== SOURCE MATERIAL ==
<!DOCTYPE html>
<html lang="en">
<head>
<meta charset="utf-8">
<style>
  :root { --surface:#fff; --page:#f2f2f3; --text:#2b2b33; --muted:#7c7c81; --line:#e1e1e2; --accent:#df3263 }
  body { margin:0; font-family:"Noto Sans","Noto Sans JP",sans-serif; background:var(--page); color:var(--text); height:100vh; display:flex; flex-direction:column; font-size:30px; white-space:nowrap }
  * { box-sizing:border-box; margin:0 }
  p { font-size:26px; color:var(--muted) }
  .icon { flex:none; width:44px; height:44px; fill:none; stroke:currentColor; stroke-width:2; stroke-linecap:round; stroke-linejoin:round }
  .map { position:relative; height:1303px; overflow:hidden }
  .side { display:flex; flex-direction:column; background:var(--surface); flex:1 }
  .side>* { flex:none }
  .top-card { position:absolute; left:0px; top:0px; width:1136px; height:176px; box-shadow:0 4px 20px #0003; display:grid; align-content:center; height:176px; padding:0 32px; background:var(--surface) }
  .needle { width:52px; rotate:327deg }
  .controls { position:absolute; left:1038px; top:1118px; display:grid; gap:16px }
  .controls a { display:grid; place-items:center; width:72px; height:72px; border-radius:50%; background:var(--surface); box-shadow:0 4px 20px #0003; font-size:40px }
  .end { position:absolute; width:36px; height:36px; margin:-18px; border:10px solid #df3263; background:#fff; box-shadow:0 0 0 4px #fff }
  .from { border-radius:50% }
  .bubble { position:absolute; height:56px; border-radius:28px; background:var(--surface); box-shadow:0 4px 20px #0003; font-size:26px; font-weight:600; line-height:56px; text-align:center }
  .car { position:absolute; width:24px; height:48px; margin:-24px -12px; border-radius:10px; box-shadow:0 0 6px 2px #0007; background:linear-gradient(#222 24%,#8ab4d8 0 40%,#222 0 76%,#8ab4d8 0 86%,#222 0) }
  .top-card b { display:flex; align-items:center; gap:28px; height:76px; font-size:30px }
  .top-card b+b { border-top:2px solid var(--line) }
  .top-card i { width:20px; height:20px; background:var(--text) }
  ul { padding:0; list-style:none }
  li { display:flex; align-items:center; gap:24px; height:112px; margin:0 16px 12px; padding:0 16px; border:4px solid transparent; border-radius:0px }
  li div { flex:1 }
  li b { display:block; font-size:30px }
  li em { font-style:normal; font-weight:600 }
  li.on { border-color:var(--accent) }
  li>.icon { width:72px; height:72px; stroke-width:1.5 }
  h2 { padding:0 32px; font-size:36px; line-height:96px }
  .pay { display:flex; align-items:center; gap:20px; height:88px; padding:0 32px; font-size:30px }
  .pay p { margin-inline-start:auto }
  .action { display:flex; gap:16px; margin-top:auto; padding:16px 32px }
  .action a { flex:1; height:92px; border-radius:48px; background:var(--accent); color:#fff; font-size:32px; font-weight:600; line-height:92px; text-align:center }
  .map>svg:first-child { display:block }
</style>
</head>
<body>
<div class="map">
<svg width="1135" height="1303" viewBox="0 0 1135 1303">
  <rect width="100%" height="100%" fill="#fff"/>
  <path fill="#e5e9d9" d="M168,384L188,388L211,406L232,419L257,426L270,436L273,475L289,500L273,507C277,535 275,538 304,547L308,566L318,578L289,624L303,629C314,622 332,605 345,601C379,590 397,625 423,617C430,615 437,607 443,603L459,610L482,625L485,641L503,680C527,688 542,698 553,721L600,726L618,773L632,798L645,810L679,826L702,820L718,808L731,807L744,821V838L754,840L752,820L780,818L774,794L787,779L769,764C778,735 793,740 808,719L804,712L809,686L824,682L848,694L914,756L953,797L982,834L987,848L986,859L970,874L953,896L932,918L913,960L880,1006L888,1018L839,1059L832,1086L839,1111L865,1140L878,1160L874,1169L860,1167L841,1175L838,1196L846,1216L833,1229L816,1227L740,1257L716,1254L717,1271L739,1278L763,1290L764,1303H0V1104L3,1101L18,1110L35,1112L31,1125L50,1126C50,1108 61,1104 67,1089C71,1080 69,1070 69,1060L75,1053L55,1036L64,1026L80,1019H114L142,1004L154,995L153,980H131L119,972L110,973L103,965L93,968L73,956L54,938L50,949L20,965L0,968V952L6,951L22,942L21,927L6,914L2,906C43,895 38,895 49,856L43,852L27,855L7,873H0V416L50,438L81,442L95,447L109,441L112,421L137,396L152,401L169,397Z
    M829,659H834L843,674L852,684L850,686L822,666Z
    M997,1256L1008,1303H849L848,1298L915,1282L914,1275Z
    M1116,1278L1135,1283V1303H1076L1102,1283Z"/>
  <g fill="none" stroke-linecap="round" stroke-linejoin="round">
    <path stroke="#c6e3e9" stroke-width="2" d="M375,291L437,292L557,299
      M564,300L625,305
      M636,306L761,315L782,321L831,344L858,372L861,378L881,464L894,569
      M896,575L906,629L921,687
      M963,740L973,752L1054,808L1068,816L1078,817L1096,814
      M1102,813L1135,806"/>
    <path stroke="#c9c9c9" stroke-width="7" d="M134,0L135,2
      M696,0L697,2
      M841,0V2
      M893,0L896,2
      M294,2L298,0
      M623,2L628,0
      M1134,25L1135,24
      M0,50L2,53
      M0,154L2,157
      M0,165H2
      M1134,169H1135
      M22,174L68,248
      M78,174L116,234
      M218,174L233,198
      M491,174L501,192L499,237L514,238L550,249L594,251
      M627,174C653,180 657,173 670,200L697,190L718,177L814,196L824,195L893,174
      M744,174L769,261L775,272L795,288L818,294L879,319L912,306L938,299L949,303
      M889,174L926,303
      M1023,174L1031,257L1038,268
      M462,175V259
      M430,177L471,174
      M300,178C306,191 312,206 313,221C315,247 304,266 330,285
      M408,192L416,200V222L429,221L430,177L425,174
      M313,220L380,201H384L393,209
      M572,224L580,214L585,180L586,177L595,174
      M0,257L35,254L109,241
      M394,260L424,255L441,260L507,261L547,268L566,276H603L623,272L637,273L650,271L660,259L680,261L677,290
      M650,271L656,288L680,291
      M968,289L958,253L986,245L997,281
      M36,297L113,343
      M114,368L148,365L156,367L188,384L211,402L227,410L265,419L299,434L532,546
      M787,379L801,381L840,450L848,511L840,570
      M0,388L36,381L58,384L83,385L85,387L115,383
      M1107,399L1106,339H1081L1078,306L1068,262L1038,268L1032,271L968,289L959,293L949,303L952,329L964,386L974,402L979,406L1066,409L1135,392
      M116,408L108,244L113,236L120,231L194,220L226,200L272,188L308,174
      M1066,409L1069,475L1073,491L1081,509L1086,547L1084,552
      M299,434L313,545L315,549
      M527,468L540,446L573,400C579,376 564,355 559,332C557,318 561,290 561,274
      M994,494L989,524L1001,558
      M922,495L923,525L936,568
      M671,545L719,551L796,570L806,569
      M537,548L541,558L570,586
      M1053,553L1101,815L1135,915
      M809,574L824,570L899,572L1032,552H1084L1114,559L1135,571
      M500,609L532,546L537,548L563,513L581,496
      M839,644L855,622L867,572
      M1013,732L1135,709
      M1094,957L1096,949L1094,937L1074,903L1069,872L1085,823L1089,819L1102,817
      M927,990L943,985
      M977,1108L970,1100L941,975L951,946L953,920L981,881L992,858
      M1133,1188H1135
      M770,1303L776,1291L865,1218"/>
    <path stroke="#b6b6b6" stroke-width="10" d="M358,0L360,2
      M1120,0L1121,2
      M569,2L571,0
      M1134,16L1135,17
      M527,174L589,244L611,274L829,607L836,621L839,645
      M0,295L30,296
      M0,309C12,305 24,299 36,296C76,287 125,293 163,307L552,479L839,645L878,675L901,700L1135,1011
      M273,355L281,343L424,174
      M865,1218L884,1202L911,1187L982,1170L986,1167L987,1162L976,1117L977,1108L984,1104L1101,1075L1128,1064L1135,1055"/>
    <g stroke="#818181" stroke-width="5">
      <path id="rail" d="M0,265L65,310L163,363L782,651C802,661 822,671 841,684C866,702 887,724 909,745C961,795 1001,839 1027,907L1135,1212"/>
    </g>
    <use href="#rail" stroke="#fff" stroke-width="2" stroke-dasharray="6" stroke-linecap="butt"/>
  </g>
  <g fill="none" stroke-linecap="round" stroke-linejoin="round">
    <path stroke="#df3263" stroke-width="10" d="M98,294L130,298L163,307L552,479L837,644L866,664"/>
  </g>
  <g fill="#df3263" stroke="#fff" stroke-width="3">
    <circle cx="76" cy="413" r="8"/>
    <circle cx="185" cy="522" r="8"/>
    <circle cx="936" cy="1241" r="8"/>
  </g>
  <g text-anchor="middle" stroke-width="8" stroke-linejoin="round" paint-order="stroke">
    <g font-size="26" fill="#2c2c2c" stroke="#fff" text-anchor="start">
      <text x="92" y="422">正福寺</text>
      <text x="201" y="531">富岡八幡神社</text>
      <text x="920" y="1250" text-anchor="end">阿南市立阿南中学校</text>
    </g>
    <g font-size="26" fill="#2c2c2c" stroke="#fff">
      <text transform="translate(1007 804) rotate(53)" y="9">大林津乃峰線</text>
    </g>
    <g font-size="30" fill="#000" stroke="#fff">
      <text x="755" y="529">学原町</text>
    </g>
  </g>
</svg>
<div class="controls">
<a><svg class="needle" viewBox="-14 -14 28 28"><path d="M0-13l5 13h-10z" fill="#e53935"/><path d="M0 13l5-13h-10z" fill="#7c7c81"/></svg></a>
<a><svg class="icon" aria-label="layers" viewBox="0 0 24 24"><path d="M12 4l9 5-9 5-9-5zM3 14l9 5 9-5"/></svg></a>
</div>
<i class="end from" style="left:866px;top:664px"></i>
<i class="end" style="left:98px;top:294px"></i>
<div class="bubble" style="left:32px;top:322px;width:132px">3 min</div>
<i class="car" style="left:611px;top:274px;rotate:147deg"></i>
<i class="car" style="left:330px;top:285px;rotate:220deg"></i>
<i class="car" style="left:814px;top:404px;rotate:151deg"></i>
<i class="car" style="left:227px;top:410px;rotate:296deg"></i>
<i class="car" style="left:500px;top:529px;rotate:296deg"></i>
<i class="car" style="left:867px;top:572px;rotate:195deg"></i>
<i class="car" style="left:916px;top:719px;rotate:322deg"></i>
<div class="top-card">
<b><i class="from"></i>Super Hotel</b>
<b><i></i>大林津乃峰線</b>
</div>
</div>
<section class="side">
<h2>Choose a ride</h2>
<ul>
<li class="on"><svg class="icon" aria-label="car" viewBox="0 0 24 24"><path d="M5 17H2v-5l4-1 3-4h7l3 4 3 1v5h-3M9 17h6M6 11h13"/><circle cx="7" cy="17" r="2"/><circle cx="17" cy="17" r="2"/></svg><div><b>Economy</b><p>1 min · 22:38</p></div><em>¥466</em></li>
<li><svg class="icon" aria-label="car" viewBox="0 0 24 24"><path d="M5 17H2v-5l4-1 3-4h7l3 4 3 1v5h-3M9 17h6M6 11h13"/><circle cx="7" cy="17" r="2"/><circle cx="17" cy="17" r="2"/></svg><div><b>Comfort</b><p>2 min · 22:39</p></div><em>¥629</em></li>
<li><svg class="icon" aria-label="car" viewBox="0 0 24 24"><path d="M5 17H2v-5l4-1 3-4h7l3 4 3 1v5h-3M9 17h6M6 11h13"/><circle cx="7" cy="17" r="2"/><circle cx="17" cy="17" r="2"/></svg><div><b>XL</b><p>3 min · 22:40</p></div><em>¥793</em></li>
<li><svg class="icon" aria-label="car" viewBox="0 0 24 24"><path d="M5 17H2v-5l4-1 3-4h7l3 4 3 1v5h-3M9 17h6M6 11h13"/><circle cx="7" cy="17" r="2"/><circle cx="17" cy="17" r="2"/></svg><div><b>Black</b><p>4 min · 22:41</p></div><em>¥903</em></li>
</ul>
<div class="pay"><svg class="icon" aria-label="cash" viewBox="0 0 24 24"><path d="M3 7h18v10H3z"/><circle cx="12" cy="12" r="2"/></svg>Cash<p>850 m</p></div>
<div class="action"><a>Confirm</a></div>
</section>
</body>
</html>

== WORK INSTRUCTIONS ==
Every line containing the string "body" should be pulled from the listing and copied.

== SOLUTION TO THIS EXERCISE ==
  body { margin:0; font-family:"Noto Sans","Noto Sans JP",sans-serif; background:var(--page); color:var(--text); height:100vh; display:flex; flex-direction:column; font-size:30px; white-space:nowrap }
<body>
</body>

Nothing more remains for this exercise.